YA is written for and marketed to Young Adults between the age of 13 to 21. However, they aren't the only people who read YA literature. An article in 2012 in Publishers Weekly said that 55% of YA book sales were made by people over the age of 18, more specifically, between 30 and 44 years old. A more recent article in the Guardian claimed we all love YA literature because we can all identify with it. But where did 'Young Adult' books actually come from?
One of the first ever books written for Young Adults was The Outsiders, written by S. E. Hinton when she was just 16 years old and published in 1967. The classic YA book follows two groups of people: the Socs and the Greasers, who are separated by their socioeconomic status. When a murder of a Soc gets under the skin of Ponyboy, a loyal Greaser, he begins to learn some hard-hitting life lessons.
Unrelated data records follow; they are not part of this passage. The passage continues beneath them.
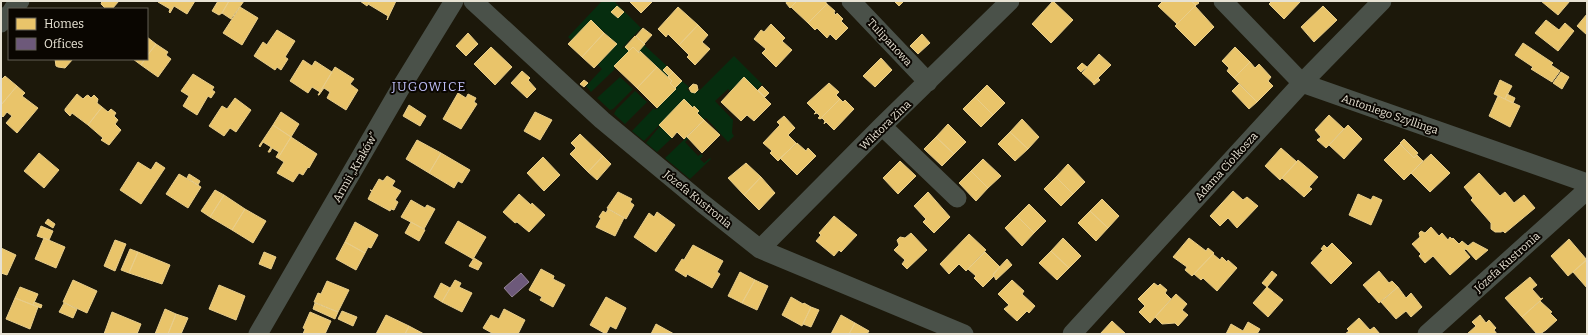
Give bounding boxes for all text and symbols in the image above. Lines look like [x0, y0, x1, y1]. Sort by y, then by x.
legend [8, 8, 148, 60]
street label: Tulipanowa [865, 16, 915, 69]
text: Homes [44, 17, 84, 31]
text: Offices [44, 37, 83, 51]
district label: JUGOWICE [391, 79, 466, 94]
street label: Antoniego Szyllinga [1340, 92, 1440, 137]
street label: Wiktora Zina [857, 98, 914, 153]
street label: Adama Ciołkosza [1192, 129, 1260, 203]
street label: Armii „Kraków” [330, 130, 381, 204]
street label: Józefa Kustronia [660, 167, 734, 231]
street label: Józefa Kustronia [1471, 230, 1543, 296]

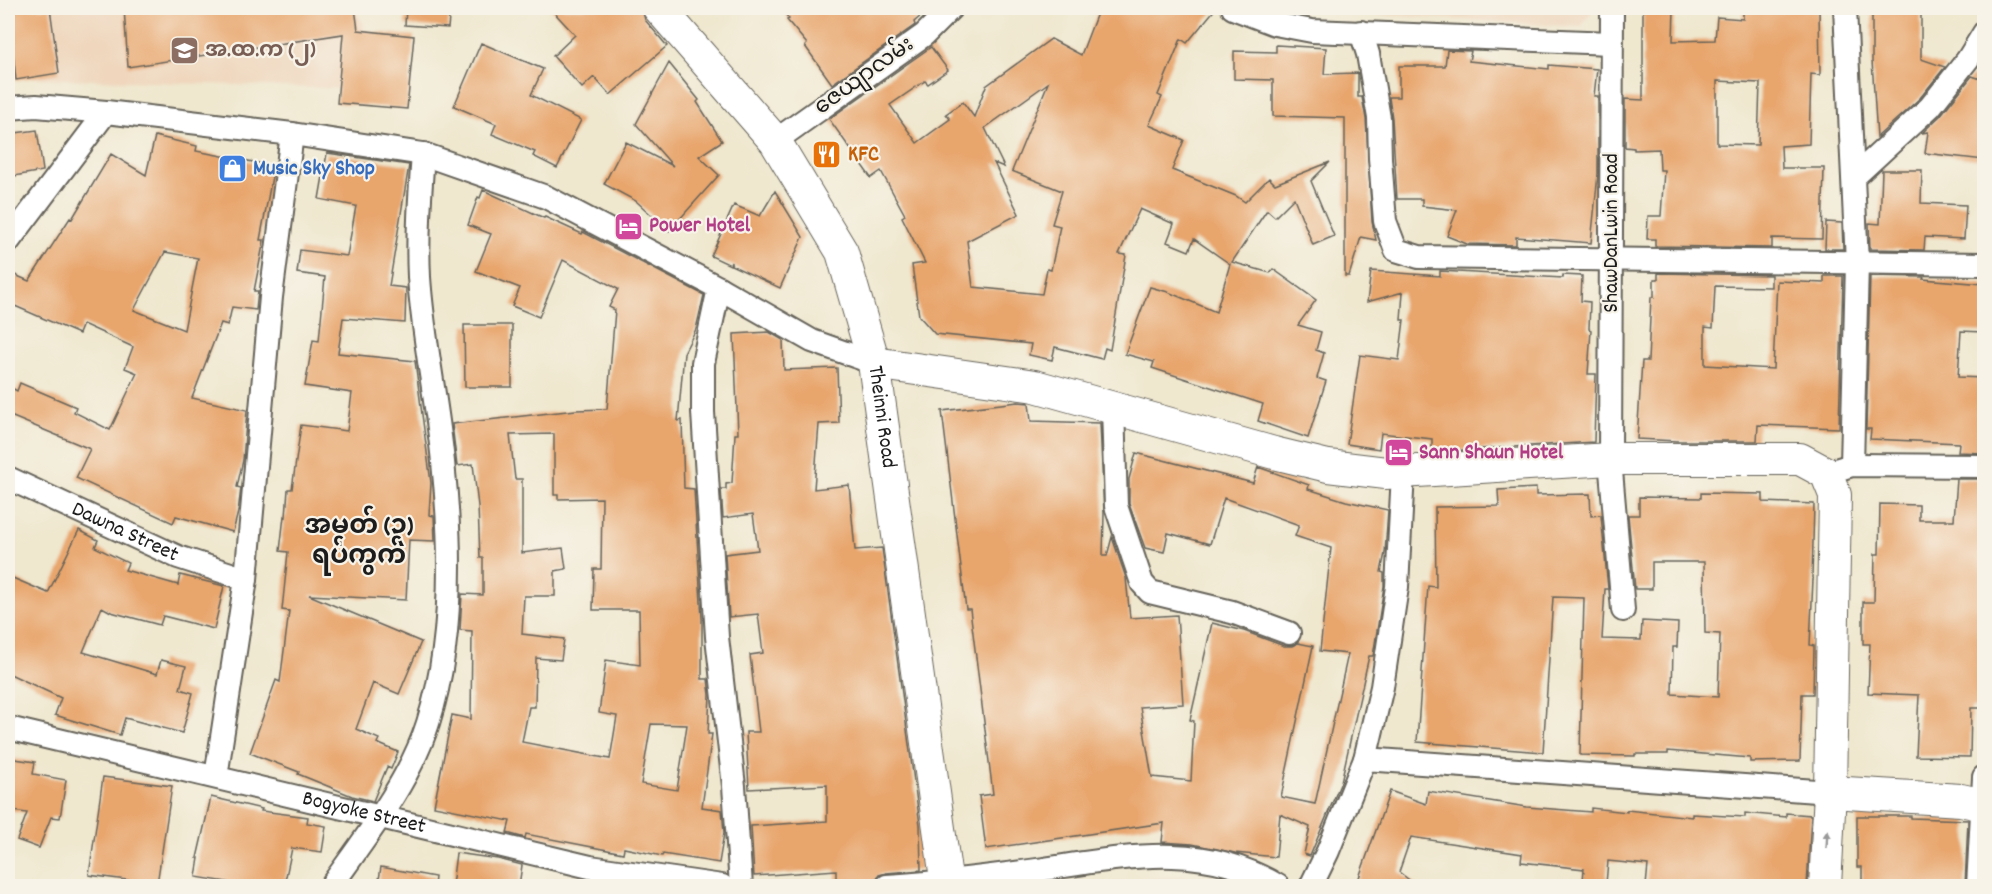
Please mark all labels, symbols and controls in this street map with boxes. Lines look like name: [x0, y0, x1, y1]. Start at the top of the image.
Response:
street label: ဇေယျာလမ်း: [807, 28, 921, 124]
school or university icon: အ.ထ.က (၂): [168, 35, 200, 67]
place label: အ.ထ.က (၂): [205, 36, 316, 67]
restaurant icon: KFC: [811, 139, 843, 171]
place label: KFC: [848, 140, 879, 171]
shop icon: Music Sky Shop: [216, 153, 248, 185]
street label: ShawDanLwin Road: [1597, 153, 1628, 313]
place label: Music Sky Shop: [253, 154, 375, 185]
hotel icon: Power Hotel: [612, 210, 644, 242]
place label: Power Hotel: [649, 211, 751, 242]
street label: Theinni Road: [859, 364, 904, 470]
hotel icon: Sann Shaun Hotel: [1382, 437, 1414, 469]
place label: Sann Shaun Hotel: [1419, 438, 1564, 469]
street label: Dawna Street: [66, 494, 184, 571]
district label: အမှတ် (၃) ရပ်ကွက်: [305, 505, 414, 576]
street label: Bogyoke Street: [299, 783, 429, 843]
one-way arrow: [1823, 830, 1832, 849]

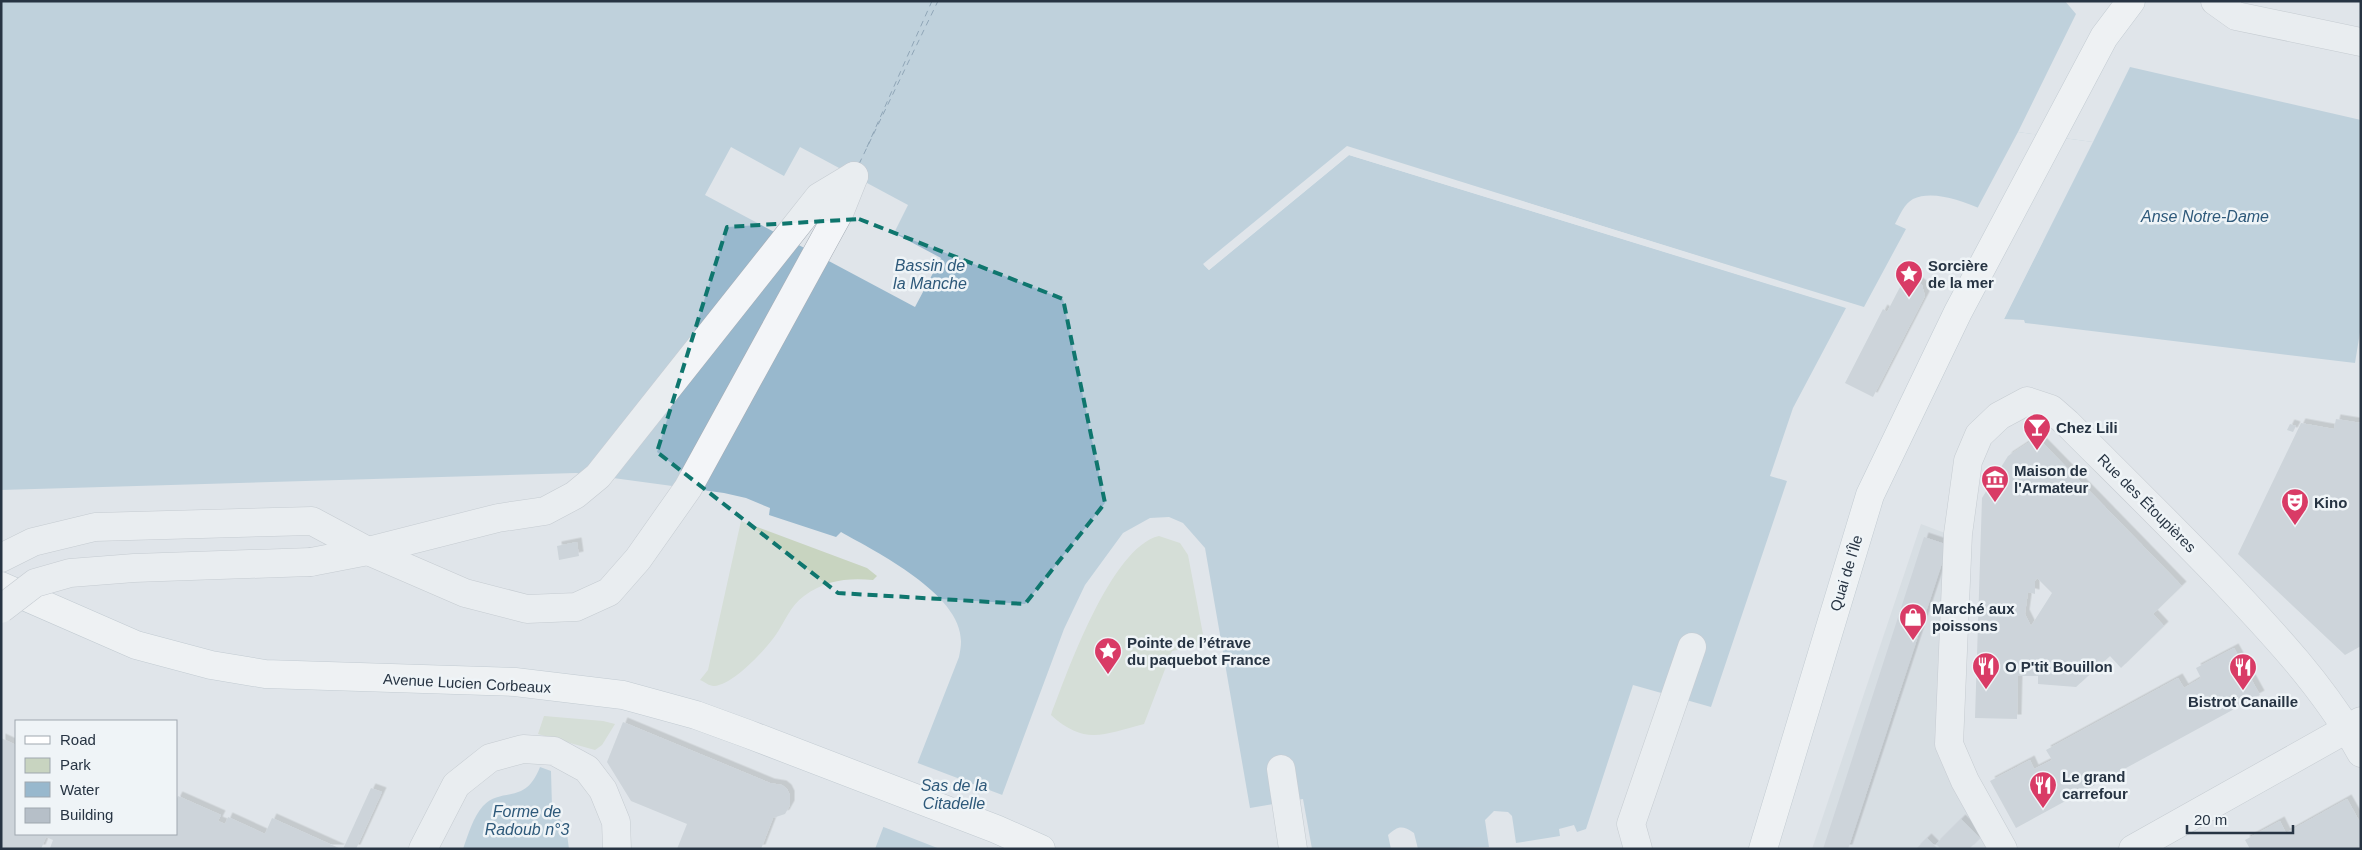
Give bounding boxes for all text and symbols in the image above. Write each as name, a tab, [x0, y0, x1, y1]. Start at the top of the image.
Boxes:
water label: Anse Notre-Dame	[2140, 208, 2269, 225]
water label: Bassin de la Manche	[893, 257, 967, 292]
place label: Sorcière de la mer	[1928, 257, 1994, 291]
place icon: Sorcière de la mer	[1894, 259, 1924, 298]
bar icon: Chez Lili	[2022, 412, 2052, 451]
place label: Chez Lili	[2056, 419, 2118, 436]
street label: Rue des Étoupières	[2094, 450, 2200, 556]
place label: Maison de l'Armateur	[2014, 462, 2089, 496]
museum icon: Maison de l'Armateur	[1980, 464, 2010, 503]
theatre icon: Kino	[2280, 487, 2310, 526]
place label: Kino	[2314, 494, 2347, 511]
street label: Quai de l'Île	[1826, 533, 1866, 613]
place label: Marché aux poissons	[1932, 600, 2015, 634]
shop icon: Marché aux poissons	[1898, 602, 1928, 641]
place label: Pointe de l’étrave du paquebot France	[1127, 634, 1270, 668]
place icon: Pointe de l’étrave du paquebot France	[1093, 636, 1123, 675]
restaurant icon: O P'tit Bouillon	[1971, 651, 2001, 690]
restaurant icon: Bistrot Canaille	[2228, 652, 2258, 691]
place label: O P'tit Bouillon	[2005, 658, 2113, 675]
street label: Avenue Lucien Corbeaux	[383, 670, 552, 696]
place label: Bistrot Canaille	[2188, 693, 2298, 710]
legend	[15, 720, 178, 835]
text: Road	[60, 731, 96, 748]
text: Park	[60, 756, 91, 773]
place label: Le grand carrefour	[2062, 768, 2128, 802]
restaurant icon: Le grand carrefour	[2028, 770, 2058, 809]
water label: Sas de la Citadelle	[921, 777, 987, 812]
text: Water	[60, 781, 99, 798]
scale bar	[2187, 802, 2293, 834]
water label: Forme de Radoub n°3	[485, 803, 569, 838]
text: Building	[60, 806, 113, 823]
text: 20 m	[2194, 811, 2227, 828]

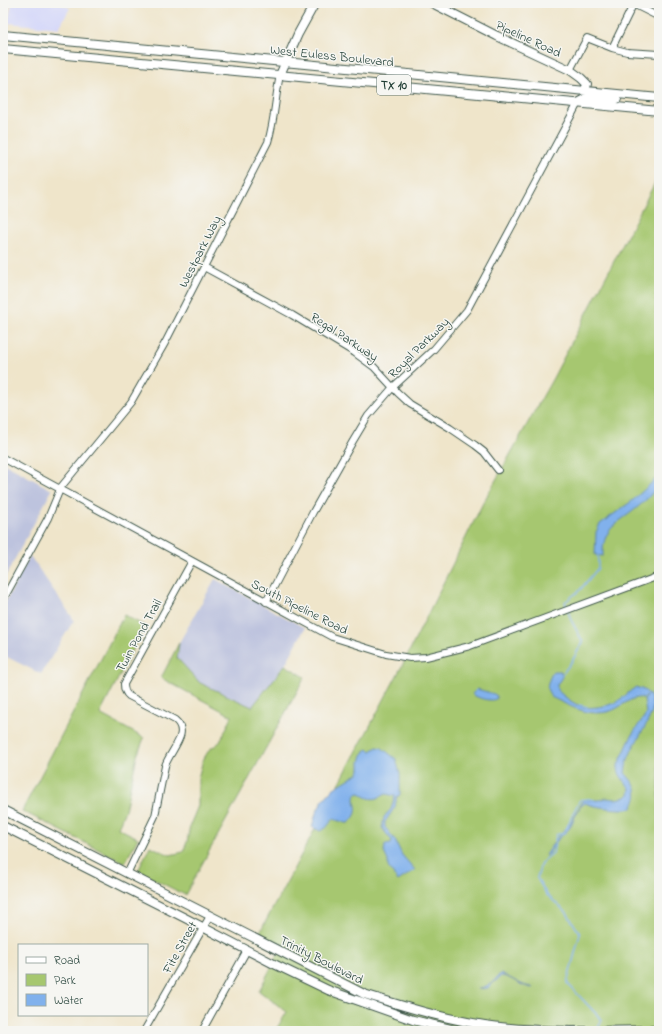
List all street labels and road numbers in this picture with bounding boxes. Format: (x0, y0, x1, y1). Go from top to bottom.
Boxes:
street label: Pipeline Road (493, 16, 565, 63)
street label: West Euless Boulevard (269, 41, 395, 73)
road number: TX 10 (377, 75, 411, 95)
street label: Westpark Way (174, 212, 227, 291)
street label: Regal Parkway (306, 308, 382, 367)
street label: Royal Parkway (384, 313, 455, 384)
street label: South Pipeline Road (248, 575, 352, 640)
street label: Twin Pond Trail (111, 596, 167, 676)
street label: Fite Street (158, 918, 203, 978)
street label: Trinity Boulevard (276, 931, 367, 991)

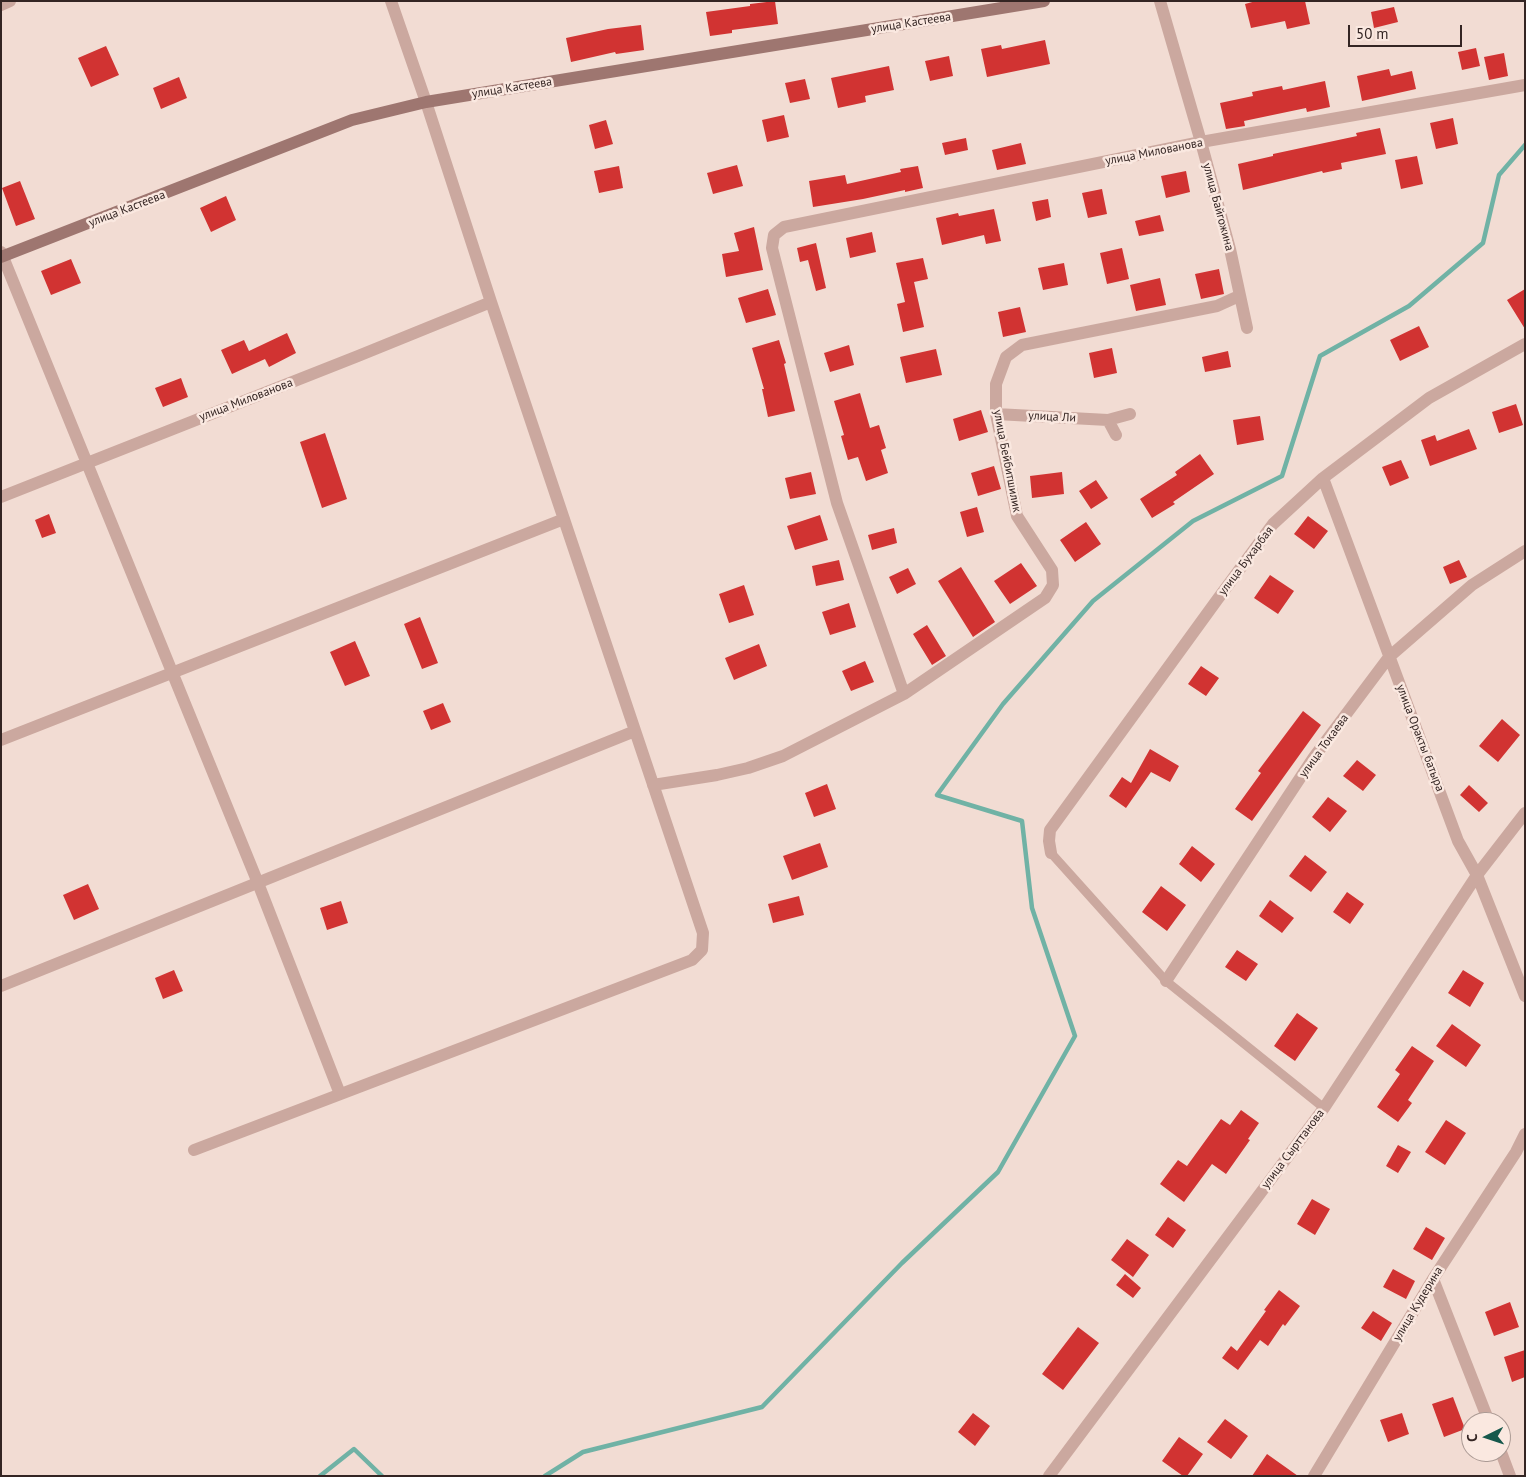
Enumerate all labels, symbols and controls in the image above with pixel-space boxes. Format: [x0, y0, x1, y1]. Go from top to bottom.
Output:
street label: улица Кастеева [870, 10, 952, 36]
scale bar [1351, 15, 1465, 47]
text: 50 m [1356, 24, 1389, 43]
street label: улица Кастеева [471, 75, 553, 101]
street label: улица Милованова [1104, 135, 1204, 169]
street label: улица Байгожина [1199, 162, 1237, 252]
street label: улица Кастеева [87, 188, 167, 230]
street label: улица Милованова [197, 376, 295, 424]
street label: улица Бейбитшилик [990, 408, 1024, 514]
street label: улица Ли [1028, 409, 1076, 425]
street label: улица Бухарбая [1215, 524, 1277, 598]
street label: улица Оракты батыра [1393, 682, 1447, 794]
street label: улица Токаева [1296, 711, 1352, 781]
street label: улица Сырттанова [1258, 1106, 1328, 1192]
street label: улица Кудерина [1390, 1264, 1446, 1344]
north arrow [1461, 1412, 1511, 1462]
text: С [1463, 1433, 1481, 1443]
The 1970's - nicknamed the Golden age of YA literature - saw a huge rise in YA fiction as books moved from traditional children's books to stories for a more mature reader. Books like Forever by Judy Blume and Flowers in the Attic by V.C. Andrews paved the way for a new genre aimed at teenagers. In the 1980's, the Sweet Valley High series by Francine Pascal became the first Young Adult book to reach the New York Times Bestsellers List. The 1990's saw the rise of the sub-genre YA Horror with the hugely popular Goosebumps series by R.L Stine. Less YA books were being published in the early 1990's, but this quickly changed a few years later as youth culture grew.
In the early 2000's, a wide variety of book awards were created purely to honour YA literature, including the Printz Award and the Edwards Award. At the same time, popular hits such as Twilight and The Hunger Games were released, causing a surge in Dystopian fiction. This time period has now become known as the second Golden age of YA literature and it is only growing year by year, with more book-to-screen adaptations such as The Fault in Our Stars hitting the big screens. Today, YA literature is selling more books than adult literature and with recent movie releases causing surges in book-selling, who knows what the future will hold for YA.